DD2 let me know in the middle of the night that she was in the hospital for PostPartum Preecclampsia for the second time this week. So, I booked a flight, canceled a hotel room (thank you Marriott for letting me out of that $700 charge), booked an Uber and flew to her Midwest City.

They discharged her a few hours after my arrival so we have been hanging out in the house, where I run the kitchen and the laundry service :wink:

I’m flying home tomorrow and coming back next Sunday. I went to a local knitting store today to buy a project to keep here!

On the seniors — SMom did not see the message I sent early morning that I would not be making the trip north, so at 4:30pm, she wanted to know what time I was bringing dinner!!

The “care manager” there called me yesterday morning to give me an update on Dad and SMom. She said Dad is pretty stable and able to walk wherever. SMom is not working on her own physical strength and might be progressing toward a different level of care at a different facility.

I spoke with SMom’s niece and told her of the concerns — hoping she will advise SMom to do more.
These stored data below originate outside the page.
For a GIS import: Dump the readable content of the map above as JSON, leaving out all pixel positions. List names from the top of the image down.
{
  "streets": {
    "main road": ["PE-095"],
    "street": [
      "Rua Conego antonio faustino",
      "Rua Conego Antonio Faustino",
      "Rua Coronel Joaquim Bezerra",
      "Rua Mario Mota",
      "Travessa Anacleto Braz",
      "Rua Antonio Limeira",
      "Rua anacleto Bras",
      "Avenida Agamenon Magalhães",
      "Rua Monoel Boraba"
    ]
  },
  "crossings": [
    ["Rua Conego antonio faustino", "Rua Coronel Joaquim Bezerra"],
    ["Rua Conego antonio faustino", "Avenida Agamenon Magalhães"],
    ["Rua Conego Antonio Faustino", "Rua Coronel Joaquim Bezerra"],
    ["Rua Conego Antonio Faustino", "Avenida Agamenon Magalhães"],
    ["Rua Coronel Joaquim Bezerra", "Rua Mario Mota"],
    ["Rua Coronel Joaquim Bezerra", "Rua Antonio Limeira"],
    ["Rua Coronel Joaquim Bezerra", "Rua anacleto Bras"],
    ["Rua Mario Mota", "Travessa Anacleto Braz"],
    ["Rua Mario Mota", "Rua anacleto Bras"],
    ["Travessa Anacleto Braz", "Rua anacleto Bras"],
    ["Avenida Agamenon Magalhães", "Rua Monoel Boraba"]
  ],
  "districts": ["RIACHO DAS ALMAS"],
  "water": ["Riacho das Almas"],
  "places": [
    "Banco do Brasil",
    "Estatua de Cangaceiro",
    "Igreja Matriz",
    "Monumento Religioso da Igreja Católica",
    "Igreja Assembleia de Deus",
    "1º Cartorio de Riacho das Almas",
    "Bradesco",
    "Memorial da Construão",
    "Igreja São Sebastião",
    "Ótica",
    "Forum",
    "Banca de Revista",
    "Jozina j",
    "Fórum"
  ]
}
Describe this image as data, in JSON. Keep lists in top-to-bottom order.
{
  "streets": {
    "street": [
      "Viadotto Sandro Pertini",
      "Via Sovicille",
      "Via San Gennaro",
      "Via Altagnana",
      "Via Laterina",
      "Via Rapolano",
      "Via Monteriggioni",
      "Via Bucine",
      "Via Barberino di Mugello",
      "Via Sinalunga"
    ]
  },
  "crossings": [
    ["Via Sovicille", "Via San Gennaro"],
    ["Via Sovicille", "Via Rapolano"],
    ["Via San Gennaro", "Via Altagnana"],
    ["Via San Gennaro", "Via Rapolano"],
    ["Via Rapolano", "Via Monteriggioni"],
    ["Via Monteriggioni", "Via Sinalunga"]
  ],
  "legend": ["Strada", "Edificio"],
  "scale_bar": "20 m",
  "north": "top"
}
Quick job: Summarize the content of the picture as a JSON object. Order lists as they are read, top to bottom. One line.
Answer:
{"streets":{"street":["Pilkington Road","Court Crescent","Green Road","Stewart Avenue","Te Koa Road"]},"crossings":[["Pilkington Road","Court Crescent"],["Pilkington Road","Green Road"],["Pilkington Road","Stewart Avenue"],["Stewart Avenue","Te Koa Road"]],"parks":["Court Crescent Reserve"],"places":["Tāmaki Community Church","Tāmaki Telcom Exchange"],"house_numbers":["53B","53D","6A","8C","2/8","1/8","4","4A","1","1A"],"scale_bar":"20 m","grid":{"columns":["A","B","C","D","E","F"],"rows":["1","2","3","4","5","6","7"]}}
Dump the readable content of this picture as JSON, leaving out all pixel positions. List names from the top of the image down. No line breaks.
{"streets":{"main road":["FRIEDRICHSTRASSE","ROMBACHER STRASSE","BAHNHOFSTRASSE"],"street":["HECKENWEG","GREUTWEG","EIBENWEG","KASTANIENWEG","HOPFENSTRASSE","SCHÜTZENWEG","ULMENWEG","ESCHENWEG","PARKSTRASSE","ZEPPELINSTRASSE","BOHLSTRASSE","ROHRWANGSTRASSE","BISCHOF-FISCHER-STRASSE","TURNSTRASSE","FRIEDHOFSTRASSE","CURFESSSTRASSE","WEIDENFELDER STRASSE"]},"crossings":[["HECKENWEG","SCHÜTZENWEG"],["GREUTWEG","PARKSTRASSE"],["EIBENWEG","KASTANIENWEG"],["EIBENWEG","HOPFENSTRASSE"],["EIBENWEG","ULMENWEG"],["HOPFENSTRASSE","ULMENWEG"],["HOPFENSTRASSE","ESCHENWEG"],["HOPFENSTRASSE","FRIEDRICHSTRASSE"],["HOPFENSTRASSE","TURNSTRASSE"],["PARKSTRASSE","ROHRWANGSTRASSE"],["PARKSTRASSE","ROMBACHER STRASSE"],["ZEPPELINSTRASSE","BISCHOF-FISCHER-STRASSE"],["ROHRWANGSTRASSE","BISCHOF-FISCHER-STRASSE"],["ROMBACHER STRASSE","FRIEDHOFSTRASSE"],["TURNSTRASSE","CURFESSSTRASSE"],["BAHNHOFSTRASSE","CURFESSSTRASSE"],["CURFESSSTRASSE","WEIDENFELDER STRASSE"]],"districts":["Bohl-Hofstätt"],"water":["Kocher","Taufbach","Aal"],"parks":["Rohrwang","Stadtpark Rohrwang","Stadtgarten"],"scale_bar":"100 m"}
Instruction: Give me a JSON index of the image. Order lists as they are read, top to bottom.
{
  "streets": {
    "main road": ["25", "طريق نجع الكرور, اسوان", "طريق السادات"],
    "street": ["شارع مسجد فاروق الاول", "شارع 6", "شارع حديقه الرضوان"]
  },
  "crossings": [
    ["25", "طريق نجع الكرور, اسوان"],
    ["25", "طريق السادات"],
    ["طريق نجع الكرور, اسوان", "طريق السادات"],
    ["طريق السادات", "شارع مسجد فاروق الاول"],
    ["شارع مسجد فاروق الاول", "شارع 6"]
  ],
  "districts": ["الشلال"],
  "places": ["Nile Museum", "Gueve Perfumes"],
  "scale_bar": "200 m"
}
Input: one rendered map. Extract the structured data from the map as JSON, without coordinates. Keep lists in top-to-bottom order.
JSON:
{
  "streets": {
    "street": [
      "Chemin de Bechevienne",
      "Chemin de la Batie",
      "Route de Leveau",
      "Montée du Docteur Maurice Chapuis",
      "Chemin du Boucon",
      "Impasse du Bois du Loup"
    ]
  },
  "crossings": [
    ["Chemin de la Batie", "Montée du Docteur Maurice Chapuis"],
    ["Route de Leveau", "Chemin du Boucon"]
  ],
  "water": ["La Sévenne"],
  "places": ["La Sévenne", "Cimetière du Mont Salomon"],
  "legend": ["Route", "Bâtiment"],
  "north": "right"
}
Niece and SMom told me they now want the mailing addresses for the four “granddaughters” for her to give her (one) wedding ring to! So, the outcome is someone will have to sell it and divide the funds. It doesn’t make much sense. But why should anything make sense?

Lunch Thursday was with a college friend who is an almost-retired eldercare attorney. She advises that we push the house sale using the idea that it is really not insured. Insurance won’t cover an unoccupied house — and even if they cover at a lower %, they may fight it awhile. Perhaps this will be helpful to someone.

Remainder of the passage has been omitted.